We'll begin this post with my three legged dog Roxy. No particular reason other than she has been present for much of the work on this airplane and deserves some recognition. [applause] Just kidding about the three legs.
The first step in assembling the fuel tanks is to prepare the Z-brackets. It seems that there are two camps when it comes to this step: the Van's way, or the Dan Checkoway method. Everyone seems to agree that Dan's method is superior, but there are plenty of sage advisers online to offer the tried and true: "follow the manual and you won't be sorry" or the somewhat less helpful "I did it the Van's way and it worked out fine."
So what is a Z bracket? It's an aluminum extrusion whose cross section is in the shape of a "Z." These extrusions are about 4.5" in length and are fastened vertically along the front face of the main spar and form an interface between the fuel tank and the spar. The Z bracket will be riveted to the tank on one side and have nut plates to capture bolts coming through from the other side of the spar. Removal of the fuel tanks for inspection or repair is facilitated via these bolts.
I decided to investigate Dan's method but I ran into a road block right away -- his website is no longer available. To learn about this now mysterious method, I would have to gather the information second hand from those who claim to have followed it. Right away I find that the method is not really documented as thoroughly as I would like. More like just a mention here or there and some pictures.
Here is I summary of what I believe the much bally-hooed Dan Checkoway method to be:
1. For six of the seven Z brackets, mark a line lengthwise along one flange 1/16" offset from the center, away from the web. The offset should be such that additional clearance to the web for a socket or wrench is achieved.
2. Find the center of the Z bracket along the line and drill a #12 hole.
3. Temporarily install on the spar and tighten down with AN3-4A bolt. Make sure the bracket is square to the spar. Check the line through the other two holes in the spar and clamp the bracket securely.
4. Match drill the other two holes through the spar and bracket.
5. Install the nut plates on the brackets.
6. Install the brackets on the spar.
7. Assemble the fuel tank with clecos and install on the spar.
8. Position the 7th Z bracket optimally in the inboard location under the inboard fuel tank rib. This will be the bracket that did not get the nut plates. Clamp the bracket securely and then match drill the screw holes through the spar.
9. From either end of the tank, match drill the tank's rear baffle to the Z bracket and rib. Then secure with clecos.
10. Remove the fuel tank skin and the tank's inside ribs.
11. Match drill the inside Z brackets through the rear baffle.
Lastly, and this is very important, Sit down and have a beer!
Armed with a semblance of the Dan Checkoway Z bracket alignment method, I went to work on marking, drilling, and nut plating the Z brackets for both wings.
After the brackets are drilled for the bolts they are then prepared for nut plates. Using the nut plate itself, the ears are drilled through. The last step is to counter sink the other side so the rivets holding the nut plates on will sit flush. This allows the Z bracket to sit flat against the spar.

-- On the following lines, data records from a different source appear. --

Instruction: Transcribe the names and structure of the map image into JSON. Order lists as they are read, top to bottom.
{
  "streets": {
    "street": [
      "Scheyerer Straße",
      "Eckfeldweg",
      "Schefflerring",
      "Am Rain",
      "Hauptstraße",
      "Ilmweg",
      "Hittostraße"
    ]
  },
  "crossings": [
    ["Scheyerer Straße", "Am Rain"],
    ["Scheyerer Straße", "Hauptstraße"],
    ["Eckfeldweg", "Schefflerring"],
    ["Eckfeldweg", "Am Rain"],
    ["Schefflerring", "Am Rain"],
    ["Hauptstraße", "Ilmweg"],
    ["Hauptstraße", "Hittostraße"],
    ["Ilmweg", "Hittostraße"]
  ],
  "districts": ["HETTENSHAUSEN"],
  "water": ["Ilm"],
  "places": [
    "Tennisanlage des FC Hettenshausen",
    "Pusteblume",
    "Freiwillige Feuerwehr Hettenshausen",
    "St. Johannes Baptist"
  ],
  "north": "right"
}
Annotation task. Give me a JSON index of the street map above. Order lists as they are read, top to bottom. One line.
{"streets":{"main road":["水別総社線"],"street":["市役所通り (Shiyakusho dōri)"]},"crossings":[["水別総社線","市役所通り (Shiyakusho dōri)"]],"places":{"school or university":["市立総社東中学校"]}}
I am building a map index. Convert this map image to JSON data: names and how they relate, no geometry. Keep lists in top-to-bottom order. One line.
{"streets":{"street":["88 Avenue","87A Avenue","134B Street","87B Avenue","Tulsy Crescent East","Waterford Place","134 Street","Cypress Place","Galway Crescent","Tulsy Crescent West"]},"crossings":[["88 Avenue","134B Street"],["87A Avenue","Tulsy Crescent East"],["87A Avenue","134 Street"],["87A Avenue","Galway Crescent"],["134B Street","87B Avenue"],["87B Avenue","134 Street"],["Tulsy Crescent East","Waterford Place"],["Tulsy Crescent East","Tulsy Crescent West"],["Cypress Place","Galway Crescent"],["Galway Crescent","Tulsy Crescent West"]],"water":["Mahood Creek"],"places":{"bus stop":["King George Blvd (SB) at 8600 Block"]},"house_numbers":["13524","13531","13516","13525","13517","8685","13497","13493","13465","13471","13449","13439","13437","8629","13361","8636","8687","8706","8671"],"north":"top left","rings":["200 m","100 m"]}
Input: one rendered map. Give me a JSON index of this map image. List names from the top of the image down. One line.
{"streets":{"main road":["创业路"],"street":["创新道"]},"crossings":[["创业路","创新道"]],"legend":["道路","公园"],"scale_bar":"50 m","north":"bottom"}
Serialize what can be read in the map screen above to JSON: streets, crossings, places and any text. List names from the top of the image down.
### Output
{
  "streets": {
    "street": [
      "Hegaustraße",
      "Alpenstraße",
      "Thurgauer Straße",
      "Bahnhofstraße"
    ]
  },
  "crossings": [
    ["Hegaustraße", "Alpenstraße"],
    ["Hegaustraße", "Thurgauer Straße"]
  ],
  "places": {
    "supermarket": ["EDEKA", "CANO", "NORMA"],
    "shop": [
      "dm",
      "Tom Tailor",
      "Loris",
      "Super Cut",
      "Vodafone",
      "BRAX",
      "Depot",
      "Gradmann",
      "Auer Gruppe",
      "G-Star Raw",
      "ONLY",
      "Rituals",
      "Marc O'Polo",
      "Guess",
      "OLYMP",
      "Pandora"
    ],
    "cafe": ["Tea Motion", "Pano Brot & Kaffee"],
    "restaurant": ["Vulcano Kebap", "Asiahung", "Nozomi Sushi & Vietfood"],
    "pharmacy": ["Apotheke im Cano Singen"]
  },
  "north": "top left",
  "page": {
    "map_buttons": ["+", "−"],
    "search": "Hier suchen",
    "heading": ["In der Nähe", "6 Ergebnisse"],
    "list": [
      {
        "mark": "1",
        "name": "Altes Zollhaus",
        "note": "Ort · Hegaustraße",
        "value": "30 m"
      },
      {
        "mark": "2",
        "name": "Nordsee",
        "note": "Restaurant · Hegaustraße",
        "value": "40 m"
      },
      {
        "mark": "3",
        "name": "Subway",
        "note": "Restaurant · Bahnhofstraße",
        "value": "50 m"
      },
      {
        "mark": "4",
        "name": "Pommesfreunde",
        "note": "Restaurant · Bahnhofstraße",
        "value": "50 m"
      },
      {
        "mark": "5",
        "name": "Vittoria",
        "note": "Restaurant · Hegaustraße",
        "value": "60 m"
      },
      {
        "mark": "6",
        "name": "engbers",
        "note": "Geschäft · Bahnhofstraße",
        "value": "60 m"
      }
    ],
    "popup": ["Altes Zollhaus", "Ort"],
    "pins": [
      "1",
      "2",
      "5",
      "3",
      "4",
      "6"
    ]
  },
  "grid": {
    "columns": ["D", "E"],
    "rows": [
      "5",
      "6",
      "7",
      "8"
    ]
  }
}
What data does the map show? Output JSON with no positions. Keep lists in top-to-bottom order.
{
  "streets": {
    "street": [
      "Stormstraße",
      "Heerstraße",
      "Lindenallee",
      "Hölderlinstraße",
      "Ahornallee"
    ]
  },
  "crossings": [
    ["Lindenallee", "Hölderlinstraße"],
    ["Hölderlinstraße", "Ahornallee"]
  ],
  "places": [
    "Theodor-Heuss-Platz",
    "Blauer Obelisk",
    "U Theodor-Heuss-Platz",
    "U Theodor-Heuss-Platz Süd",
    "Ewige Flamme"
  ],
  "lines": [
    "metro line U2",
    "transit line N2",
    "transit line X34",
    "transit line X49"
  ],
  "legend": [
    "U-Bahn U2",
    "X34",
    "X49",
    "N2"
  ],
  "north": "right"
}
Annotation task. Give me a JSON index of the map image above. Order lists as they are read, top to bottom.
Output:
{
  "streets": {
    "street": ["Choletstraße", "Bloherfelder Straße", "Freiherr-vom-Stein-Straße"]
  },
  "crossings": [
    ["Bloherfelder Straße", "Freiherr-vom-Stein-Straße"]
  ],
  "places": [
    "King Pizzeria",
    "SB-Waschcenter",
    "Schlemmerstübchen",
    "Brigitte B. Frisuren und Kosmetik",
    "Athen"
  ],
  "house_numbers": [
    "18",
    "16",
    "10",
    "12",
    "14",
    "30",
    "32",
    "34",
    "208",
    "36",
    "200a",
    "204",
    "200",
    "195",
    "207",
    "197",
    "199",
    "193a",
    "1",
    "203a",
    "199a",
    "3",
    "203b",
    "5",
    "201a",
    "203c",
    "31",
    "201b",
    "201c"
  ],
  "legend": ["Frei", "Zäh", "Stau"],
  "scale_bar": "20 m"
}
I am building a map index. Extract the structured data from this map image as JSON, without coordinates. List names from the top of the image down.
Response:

With the nut plates complete, the next step is to mount them on the spar. Since they will get mounted and removed several times before the fuel tanks are complete, I'm only putting two of the three bolts on for now.
The Z brackets are on the spar and I've clecoed the left fuel tank together.
I placed the tank on the left wing and match drilled the W-423 splice plate the attaches the outboard end of the fuel tank to the matching leading edge section. Note the strap to hold the tank down tight before drilling.
The final step for the Z brackets is to match drill through the back of the fuel tank and in to the forward flange on the bracket. The tank skin must first come off to permit access. The inboard end rib is match drilled through to the Z bracket. Here it is shown after I removed the rib and was in the process of removing the tank skin.
At this point I finally had to face the consequences of not following the build manual's order of construction regarding the leading edge section and fuel tanks. After I had finished the leading edge sections I, impulsively it seems, decided to rivet them on to the spar.
Unfortunately, with the leading edge section in place, it is not possible to match drill the outboard end rib through to the Z bracket below because the end rib's flange faces outboard leaving no room between it and the leading edge section to access the rib flange from that side. Crap! While it certainly would be preferred to lock down the far end of the tank's rear baffle before match drilling the interior rib-Z bracket connections, there is another way for us scofflaws. (People who don't follow the manual.)
Step one on getting myself out of this predicament was to release one side of the tank skin leaving the other firmly attached to the spar. Then reach up inside and match drill the next rib in from the outboard end to locate the tank's rear baffle to the Z bracket. With that rib's Z bracket clecoed down, the rear baffle is now set firmly from end to almost end. OK, so far, but what about the inaccessible outboard Z bracket?
Well, I can see it up in there just laughing at me, but what to do about it? Here is a closer view. The bracket is just barely visible in the middle at right, between the rear baffle (above) and the spar (gold).
My solution was to spray some primer through the gap at the Z bracket and baffle. This will mark the bracket's exact location relative to the baffle. When I remove the tank I can reposition the bracket up to the paint line then do the proper match drilling. Whew! Disaster averted. Now on to the next calamity.
The final step on the Z bracket odyssey is to complete the tear down of the fuel tank, removing the skin and ribs to expose the rear baffle. Now the interior Z brackets can be match drilled.
With the rear baffle exposed, the remaining Z brackets are easily match drilled. So now I remove the baffle to reveal my primer paint trick. Fortunately, the line is very sharp which will facilitate the re-positioning nicely.
And so the last Z bracket is clamped to the baffle and match drilled. Now that I been through this once, I should be able to complete the right wing Z brackets with a minimum of drama.